Your instructions
Below are records; quote them exactly from the first line through the line that contains "translate:-50% -50%; white-space:nowrap;".

Saved data entries

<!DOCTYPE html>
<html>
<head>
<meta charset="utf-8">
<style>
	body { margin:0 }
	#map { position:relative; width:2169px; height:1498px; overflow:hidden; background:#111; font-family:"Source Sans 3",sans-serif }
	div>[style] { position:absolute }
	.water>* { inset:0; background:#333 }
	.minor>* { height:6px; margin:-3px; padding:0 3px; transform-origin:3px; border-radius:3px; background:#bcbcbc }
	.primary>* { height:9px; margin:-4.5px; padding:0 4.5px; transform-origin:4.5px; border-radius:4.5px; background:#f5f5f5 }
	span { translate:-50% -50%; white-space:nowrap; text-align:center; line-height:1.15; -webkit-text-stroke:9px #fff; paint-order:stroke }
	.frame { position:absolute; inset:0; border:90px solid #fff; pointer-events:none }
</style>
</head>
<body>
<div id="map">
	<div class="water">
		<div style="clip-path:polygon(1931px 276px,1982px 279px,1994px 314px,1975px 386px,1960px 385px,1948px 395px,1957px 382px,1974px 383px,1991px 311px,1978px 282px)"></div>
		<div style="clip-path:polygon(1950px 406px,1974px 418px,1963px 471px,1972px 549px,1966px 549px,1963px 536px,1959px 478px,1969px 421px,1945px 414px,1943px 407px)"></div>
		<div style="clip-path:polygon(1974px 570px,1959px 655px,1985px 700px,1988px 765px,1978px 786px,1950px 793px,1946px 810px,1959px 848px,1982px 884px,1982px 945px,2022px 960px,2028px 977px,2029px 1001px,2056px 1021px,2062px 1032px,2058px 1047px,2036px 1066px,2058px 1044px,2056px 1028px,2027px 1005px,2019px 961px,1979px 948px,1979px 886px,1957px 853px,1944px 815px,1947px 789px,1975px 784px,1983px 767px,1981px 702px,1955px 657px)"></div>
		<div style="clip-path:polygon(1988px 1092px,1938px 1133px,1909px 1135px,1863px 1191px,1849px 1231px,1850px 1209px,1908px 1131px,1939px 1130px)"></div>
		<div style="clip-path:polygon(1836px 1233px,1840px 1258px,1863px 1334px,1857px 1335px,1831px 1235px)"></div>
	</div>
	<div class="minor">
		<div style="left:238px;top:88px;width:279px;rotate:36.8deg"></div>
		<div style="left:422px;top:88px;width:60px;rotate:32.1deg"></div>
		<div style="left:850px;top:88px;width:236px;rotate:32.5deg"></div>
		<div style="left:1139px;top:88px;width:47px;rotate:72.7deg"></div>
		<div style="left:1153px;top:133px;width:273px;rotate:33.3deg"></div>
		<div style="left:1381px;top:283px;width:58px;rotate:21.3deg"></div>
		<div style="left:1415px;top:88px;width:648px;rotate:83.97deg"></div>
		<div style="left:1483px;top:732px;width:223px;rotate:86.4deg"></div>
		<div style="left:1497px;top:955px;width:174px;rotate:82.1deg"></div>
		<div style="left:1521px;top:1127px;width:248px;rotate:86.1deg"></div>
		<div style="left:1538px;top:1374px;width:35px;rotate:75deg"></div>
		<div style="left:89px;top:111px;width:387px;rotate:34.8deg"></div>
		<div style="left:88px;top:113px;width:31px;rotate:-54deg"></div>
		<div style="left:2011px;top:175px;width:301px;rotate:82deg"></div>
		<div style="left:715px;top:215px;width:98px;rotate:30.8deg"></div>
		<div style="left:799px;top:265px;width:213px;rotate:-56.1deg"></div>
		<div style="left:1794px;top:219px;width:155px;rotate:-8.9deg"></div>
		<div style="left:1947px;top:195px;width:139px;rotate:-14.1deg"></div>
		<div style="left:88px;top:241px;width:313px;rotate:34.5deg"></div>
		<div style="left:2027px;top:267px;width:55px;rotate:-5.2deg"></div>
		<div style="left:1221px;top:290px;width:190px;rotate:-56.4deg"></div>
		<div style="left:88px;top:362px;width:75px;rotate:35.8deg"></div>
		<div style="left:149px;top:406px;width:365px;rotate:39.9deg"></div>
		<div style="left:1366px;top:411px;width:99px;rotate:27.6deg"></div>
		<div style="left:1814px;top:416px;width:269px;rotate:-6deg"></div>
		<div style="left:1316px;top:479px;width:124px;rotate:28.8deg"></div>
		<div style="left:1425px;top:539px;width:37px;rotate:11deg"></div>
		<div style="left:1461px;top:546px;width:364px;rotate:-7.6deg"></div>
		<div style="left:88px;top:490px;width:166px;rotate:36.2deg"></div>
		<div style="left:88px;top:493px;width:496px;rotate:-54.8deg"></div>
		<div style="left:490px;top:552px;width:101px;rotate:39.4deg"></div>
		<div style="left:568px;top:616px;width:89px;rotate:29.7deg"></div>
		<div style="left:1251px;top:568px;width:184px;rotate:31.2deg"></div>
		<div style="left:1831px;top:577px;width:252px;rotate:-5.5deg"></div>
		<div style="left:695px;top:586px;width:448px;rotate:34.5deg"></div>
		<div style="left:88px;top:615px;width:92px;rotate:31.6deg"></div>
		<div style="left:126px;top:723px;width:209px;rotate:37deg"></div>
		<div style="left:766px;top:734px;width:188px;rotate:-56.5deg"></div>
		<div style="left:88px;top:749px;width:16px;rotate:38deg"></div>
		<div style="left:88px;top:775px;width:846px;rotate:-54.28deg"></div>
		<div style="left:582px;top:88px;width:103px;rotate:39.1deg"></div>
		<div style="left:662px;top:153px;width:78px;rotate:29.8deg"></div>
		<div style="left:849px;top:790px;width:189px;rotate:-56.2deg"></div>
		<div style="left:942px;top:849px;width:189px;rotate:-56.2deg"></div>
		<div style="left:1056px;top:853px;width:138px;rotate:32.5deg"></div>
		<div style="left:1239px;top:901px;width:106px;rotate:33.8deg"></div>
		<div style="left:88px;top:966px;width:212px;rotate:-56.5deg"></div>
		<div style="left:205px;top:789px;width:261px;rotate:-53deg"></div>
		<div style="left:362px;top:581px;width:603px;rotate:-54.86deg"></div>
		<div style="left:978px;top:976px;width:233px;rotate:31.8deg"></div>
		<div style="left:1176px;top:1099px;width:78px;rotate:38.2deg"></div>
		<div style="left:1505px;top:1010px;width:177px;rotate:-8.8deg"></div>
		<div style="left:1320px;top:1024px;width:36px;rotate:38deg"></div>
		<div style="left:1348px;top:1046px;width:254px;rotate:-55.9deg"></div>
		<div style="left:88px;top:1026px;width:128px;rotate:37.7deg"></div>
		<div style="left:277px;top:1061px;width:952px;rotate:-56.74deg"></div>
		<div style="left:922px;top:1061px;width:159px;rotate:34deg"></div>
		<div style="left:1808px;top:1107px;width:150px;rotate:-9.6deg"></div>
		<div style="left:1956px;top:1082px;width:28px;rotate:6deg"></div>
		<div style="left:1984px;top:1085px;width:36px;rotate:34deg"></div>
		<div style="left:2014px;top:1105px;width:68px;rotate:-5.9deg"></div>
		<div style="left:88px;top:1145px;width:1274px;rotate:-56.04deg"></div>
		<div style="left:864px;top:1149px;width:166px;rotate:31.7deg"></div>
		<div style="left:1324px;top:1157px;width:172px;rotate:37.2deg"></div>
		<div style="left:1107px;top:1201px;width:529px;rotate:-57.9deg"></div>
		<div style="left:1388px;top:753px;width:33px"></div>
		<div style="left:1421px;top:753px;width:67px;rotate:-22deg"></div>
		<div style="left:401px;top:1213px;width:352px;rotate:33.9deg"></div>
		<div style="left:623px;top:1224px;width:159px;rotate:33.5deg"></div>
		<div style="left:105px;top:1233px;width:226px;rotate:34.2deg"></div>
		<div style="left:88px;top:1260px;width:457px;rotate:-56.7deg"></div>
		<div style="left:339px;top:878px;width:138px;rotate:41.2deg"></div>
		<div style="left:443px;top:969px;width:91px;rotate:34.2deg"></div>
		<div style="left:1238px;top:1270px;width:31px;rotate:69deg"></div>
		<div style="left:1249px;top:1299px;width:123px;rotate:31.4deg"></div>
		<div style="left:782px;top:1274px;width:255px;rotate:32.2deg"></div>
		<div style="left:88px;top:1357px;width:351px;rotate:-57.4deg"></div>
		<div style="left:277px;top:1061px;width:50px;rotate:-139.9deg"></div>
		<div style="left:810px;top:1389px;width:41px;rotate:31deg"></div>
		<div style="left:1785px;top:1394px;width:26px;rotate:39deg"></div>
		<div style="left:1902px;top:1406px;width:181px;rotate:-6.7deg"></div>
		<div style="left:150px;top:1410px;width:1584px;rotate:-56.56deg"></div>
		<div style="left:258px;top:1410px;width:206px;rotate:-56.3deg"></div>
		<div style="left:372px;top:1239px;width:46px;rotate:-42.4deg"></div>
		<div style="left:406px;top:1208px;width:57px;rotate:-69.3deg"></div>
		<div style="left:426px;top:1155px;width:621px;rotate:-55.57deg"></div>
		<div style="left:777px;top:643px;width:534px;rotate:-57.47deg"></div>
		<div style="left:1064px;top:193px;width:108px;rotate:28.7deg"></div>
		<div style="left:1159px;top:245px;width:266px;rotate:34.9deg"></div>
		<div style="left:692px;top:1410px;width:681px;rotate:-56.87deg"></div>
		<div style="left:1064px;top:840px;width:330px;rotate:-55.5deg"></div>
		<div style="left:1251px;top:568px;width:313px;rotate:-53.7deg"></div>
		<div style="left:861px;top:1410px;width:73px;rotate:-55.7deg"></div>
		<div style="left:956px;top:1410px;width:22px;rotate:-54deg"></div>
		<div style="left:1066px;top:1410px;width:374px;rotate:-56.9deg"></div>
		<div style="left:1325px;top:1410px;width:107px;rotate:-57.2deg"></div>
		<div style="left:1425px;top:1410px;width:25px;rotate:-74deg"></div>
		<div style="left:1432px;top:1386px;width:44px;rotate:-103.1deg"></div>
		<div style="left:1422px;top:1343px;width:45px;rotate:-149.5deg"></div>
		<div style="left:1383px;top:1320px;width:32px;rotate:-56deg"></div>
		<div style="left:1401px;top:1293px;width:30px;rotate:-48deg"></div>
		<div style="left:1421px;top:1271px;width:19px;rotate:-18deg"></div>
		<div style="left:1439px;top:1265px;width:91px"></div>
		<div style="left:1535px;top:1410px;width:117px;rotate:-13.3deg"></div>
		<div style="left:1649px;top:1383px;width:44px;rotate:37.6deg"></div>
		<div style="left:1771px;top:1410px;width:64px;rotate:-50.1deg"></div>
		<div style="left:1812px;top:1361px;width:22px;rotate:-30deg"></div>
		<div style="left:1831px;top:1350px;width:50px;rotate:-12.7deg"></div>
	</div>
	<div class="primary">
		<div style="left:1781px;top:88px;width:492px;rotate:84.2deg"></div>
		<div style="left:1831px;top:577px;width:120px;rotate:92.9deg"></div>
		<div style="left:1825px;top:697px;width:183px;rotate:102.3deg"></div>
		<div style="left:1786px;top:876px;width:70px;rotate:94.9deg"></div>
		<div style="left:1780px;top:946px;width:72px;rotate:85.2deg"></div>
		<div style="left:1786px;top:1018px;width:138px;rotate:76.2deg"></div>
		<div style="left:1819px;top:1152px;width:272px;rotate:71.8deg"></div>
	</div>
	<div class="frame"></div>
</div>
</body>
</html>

Exercise output
<!DOCTYPE html>
<html>
<head>
<meta charset="utf-8">
<style>
	body { margin:0 }
	#map { position:relative; width:2169px; height:1498px; overflow:hidden; background:#111; font-family:"Source Sans 3",sans-serif }
	div>[style] { position:absolute }
	.water>* { inset:0; background:#333 }
	.minor>* { height:6px; margin:-3px; padding:0 3px; transform-origin:3px; border-radius:3px; background:#bcbcbc }
	.primary>* { height:9px; margin:-4.5px; padding:0 4.5px; transform-origin:4.5px; border-radius:4.5px; background:#f5f5f5 }
	span { translate:-50% -50%; white-space:nowrap; text-align:center; line-height:1.15; -webkit-text-stroke:9px #fff; paint-order:stroke }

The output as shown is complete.